DATA SECTION Block Start

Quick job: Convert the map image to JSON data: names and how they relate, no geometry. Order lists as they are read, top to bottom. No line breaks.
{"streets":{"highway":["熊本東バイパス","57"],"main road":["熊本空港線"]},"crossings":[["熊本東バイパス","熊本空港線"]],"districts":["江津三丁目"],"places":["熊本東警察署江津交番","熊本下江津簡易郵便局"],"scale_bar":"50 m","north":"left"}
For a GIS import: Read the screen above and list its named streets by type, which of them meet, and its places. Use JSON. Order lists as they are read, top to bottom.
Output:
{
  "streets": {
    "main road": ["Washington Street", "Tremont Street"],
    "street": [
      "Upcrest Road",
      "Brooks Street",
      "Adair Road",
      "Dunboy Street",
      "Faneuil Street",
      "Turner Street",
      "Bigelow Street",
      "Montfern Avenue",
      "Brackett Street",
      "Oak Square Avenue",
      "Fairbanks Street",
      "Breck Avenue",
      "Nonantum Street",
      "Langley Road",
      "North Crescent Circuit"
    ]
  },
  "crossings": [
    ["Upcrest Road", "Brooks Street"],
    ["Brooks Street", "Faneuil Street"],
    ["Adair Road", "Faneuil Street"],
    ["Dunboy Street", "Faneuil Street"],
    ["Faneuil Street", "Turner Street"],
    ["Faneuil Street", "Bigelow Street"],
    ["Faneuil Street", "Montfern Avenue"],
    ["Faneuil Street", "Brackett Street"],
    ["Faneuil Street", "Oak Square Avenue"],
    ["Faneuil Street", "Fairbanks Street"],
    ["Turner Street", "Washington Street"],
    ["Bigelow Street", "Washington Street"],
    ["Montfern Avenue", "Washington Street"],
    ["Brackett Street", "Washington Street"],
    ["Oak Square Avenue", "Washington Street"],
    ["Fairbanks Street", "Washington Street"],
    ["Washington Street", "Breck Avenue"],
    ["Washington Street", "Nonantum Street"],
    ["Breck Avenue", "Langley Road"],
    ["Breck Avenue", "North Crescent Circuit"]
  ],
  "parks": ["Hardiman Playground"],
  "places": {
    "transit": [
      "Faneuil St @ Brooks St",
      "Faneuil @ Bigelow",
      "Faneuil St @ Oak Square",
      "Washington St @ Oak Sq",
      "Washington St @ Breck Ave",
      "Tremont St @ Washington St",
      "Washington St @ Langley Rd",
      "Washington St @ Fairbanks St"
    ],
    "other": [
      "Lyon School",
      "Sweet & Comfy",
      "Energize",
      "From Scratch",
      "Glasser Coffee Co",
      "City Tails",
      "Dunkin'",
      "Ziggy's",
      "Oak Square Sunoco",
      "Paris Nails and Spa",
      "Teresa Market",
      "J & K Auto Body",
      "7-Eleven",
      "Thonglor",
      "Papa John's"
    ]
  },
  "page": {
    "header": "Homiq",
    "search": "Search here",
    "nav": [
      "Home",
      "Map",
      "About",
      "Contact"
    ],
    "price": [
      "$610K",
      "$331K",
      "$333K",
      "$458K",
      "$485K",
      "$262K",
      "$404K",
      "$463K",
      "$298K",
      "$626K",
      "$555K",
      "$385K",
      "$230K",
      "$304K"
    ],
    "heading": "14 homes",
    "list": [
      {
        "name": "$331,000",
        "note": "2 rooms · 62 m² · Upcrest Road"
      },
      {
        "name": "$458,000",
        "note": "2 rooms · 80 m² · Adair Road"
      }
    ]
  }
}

DATA SECTION Block End

ACTION ITEM => Copy out each entry precisely. Leave nothing out.

REPLY =>
Quick job: Convert the map image to JSON data: names and how they relate, no geometry. Order lists as they are read, top to bottom. No line breaks.
{"streets":{"highway":["熊本東バイパス","57"],"main road":["熊本空港線"]},"crossings":[["熊本東バイパス","熊本空港線"]],"districts":["江津三丁目"],"places":["熊本東警察署江津交番","熊本下江津簡易郵便局"],"scale_bar":"50 m","north":"left"}
For a GIS import: Read the screen above and list its named streets by type, which of them meet, and its places. Use JSON. Order lists as they are read, top to bottom.
Output:
{
  "streets": {
    "main road": ["Washington Street", "Tremont Street"],
    "street": [
      "Upcrest Road",
      "Brooks Street",
      "Adair Road",
      "Dunboy Street",
      "Faneuil Street",
      "Turner Street",
      "Bigelow Street",
      "Montfern Avenue",
      "Brackett Street",
      "Oak Square Avenue",
      "Fairbanks Street",
      "Breck Avenue",
      "Nonantum Street",
      "Langley Road",
      "North Crescent Circuit"
    ]
  },
  "crossings": [
    ["Upcrest Road", "Brooks Street"],
    ["Brooks Street", "Faneuil Street"],
    ["Adair Road", "Faneuil Street"],
    ["Dunboy Street", "Faneuil Street"],
    ["Faneuil Street", "Turner Street"],
    ["Faneuil Street", "Bigelow Street"],
    ["Faneuil Street", "Montfern Avenue"],
    ["Faneuil Street", "Brackett Street"],
    ["Faneuil Street", "Oak Square Avenue"],
    ["Faneuil Street", "Fairbanks Street"],
    ["Turner Street", "Washington Street"],
    ["Bigelow Street", "Washington Street"],
    ["Montfern Avenue", "Washington Street"],
    ["Brackett Street", "Washington Street"],
    ["Oak Square Avenue", "Washington Street"],
    ["Fairbanks Street", "Washington Street"],
    ["Washington Street", "Breck Avenue"],
    ["Washington Street", "Nonantum Street"],
    ["Breck Avenue", "Langley Road"],
    ["Breck Avenue", "North Crescent Circuit"]
  ],
  "parks": ["Hardiman Playground"],
  "places": {
    "transit": [
      "Faneuil St @ Brooks St",
      "Faneuil @ Bigelow",
      "Faneuil St @ Oak Square",
      "Washington St @ Oak Sq",
      "Washington St @ Breck Ave",
      "Tremont St @ Washington St",
      "Washington St @ Langley Rd",
      "Washington St @ Fairbanks St"
    ],
    "other": [
      "Lyon School",
      "Sweet & Comfy",
      "Energize",
      "From Scratch",
      "Glasser Coffee Co",
      "City Tails",
      "Dunkin'",
      "Ziggy's",
      "Oak Square Sunoco",
      "Paris Nails and Spa",
      "Teresa Market",
      "J & K Auto Body",
      "7-Eleven",
      "Thonglor",
      "Papa John's"
    ]
  },
  "page": {
    "header": "Homiq",
    "search": "Search here",
    "nav": [
      "Home",
      "Map",
      "About",
      "Contact"
    ],
    "price": [
      "$610K",
      "$331K",
      "$333K",
      "$458K",
      "$485K",
      "$262K",
      "$404K",
      "$463K",
      "$298K",
      "$626K",
      "$555K",
      "$385K",
      "$230K",
      "$304K"
    ],
    "heading": "14 homes",
    "list": [
      {
        "name": "$331,000",
        "note": "2 rooms · 62 m² · Upcrest Road"
      },
      {
        "name": "$458,000",
        "note": "2 rooms · 80 m² · Adair Road"
      }
    ]
  }
}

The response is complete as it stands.